**What the exercise asks**
Although the records contain pictures, only their text should be set down, exactly as written.

Source records
=== Begin Enclosure ===
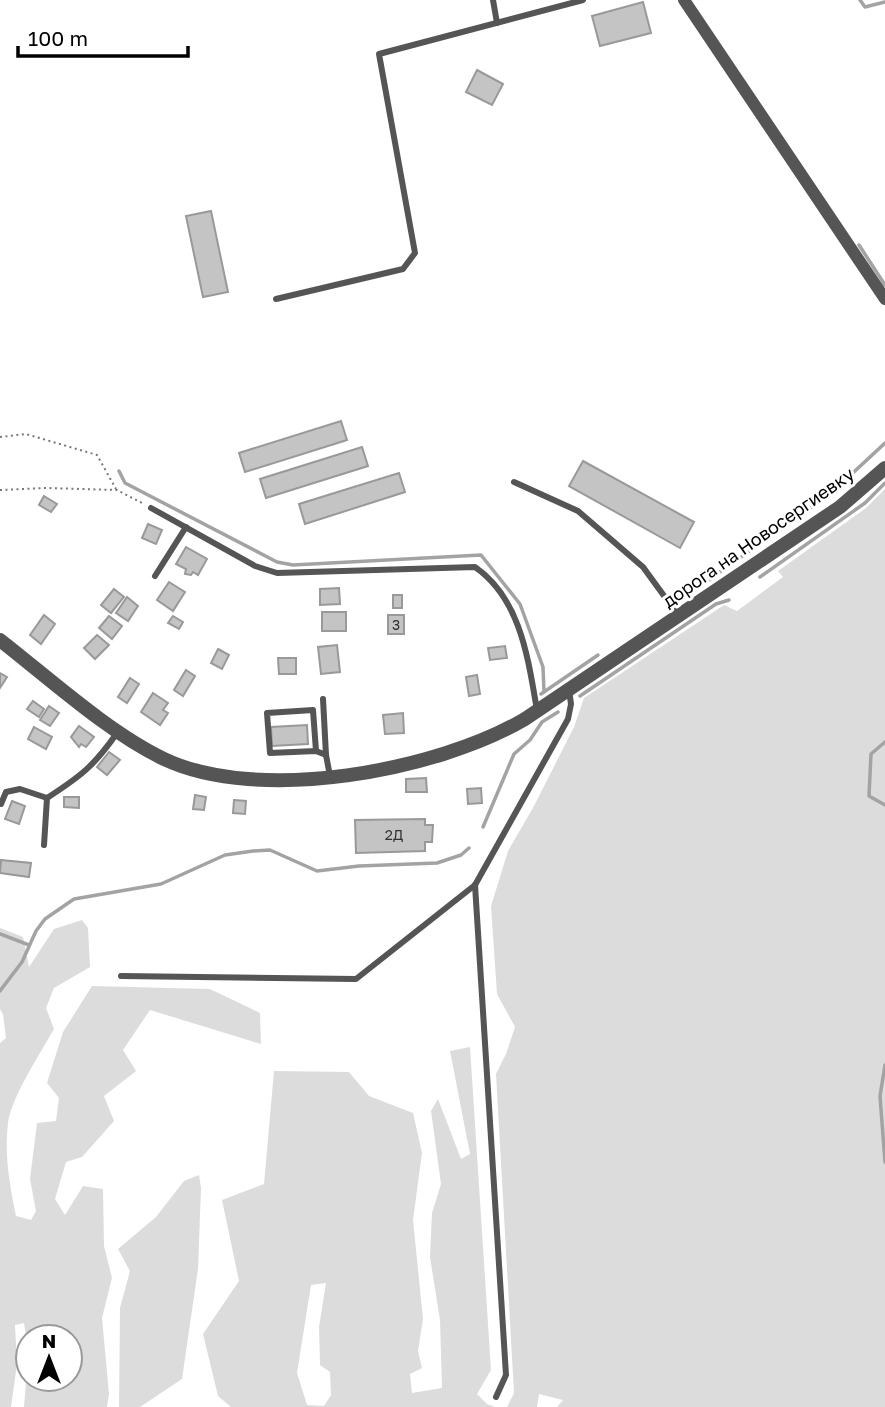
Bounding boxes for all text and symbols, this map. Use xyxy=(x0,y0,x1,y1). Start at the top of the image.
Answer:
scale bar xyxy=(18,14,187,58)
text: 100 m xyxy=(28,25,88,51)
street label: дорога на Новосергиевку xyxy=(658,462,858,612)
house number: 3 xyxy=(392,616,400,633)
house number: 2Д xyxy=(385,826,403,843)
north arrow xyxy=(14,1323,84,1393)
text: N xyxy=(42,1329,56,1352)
=== End Enclosure ===
**Reply to the exercise**
Bounding boxes for all text and symbols, this map. Use xyxy=(x0,y0,x1,y1). Start at the top of the image.
Answer:
scale bar xyxy=(18,14,187,58)
text: 100 m xyxy=(28,25,88,51)
street label: дорога на Новосергиевку xyxy=(658,462,858,612)
house number: 3 xyxy=(392,616,400,633)
house number: 2Д xyxy=(385,826,403,843)
north arrow xyxy=(14,1323,84,1393)
text: N xyxy=(42,1329,56,1352)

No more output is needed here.